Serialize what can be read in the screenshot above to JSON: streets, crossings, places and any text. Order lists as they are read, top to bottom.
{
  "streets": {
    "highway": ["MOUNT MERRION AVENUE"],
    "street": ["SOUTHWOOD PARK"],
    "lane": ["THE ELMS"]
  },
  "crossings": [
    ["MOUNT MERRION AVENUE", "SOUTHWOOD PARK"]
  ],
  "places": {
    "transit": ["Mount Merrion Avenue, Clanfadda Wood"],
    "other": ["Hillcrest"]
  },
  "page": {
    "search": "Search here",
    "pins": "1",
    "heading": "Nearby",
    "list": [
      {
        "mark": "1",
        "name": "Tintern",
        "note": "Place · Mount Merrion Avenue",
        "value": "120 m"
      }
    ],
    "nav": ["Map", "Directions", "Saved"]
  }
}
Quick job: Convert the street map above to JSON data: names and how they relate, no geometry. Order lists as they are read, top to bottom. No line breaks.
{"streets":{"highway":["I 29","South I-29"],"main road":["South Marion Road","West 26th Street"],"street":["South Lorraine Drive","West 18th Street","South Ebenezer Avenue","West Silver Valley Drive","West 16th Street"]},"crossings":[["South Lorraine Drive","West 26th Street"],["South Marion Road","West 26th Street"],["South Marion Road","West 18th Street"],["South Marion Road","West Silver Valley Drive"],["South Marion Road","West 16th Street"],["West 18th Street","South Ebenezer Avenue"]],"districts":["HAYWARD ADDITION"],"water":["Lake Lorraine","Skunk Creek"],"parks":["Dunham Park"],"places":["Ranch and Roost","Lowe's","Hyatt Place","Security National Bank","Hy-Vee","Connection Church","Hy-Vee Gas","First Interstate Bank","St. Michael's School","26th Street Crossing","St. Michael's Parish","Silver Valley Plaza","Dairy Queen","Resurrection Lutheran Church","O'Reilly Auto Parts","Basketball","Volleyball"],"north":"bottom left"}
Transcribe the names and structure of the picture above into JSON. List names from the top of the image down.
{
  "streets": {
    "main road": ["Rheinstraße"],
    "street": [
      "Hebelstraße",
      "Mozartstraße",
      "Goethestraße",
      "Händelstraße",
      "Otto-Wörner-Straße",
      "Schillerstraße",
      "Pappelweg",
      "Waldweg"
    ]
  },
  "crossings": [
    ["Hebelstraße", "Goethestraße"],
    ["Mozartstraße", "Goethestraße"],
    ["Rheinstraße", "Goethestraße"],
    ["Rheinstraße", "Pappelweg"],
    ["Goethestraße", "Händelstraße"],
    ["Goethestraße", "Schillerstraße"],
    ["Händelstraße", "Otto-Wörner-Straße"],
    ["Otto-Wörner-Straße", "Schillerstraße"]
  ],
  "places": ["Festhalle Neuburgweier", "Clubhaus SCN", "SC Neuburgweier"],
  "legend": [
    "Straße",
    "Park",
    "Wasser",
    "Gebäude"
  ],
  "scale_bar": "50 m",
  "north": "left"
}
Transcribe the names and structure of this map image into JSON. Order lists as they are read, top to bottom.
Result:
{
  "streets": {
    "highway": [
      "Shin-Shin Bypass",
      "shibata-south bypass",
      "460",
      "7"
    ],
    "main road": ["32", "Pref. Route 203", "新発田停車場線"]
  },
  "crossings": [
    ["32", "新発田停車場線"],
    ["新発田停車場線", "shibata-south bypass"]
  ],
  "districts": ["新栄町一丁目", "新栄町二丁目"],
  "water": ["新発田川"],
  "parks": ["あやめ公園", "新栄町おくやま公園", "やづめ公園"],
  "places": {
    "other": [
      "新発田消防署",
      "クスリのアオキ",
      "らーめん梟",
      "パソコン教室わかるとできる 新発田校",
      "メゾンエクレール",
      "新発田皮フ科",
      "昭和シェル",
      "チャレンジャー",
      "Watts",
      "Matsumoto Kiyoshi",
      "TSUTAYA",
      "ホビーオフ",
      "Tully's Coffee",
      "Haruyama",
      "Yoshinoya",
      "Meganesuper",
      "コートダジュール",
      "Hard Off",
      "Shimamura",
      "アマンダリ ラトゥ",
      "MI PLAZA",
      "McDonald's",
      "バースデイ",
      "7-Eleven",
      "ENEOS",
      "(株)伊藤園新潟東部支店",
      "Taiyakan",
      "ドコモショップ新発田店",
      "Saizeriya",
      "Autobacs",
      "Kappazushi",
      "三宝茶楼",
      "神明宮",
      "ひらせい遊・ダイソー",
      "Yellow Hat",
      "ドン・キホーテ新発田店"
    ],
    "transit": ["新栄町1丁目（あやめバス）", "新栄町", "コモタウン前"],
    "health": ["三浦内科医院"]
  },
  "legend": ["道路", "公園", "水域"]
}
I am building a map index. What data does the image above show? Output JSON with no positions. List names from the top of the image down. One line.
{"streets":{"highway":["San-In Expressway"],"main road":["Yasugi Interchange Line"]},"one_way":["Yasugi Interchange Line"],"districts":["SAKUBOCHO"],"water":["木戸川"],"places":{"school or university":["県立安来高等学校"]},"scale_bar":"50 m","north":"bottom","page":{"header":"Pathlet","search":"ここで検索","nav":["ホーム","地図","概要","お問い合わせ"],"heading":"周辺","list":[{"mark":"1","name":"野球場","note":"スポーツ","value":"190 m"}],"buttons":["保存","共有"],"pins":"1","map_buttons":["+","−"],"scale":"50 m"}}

_ _ _

From the line containing "I am building" down to the last line, reproduce the records exactly. Include both ends.

OUTPUT OF THE TASK
I am building a map index. What data does the image above show? Output JSON with no positions. List names from the top of the image down. One line.
{"streets":{"highway":["San-In Expressway"],"main road":["Yasugi Interchange Line"]},"one_way":["Yasugi Interchange Line"],"districts":["SAKUBOCHO"],"water":["木戸川"],"places":{"school or university":["県立安来高等学校"]},"scale_bar":"50 m","north":"bottom","page":{"header":"Pathlet","search":"ここで検索","nav":["ホーム","地図","概要","お問い合わせ"],"heading":"周辺","list":[{"mark":"1","name":"野球場","note":"スポーツ","value":"190 m"}],"buttons":["保存","共有"],"pins":"1","map_buttons":["+","−"],"scale":"50 m"}}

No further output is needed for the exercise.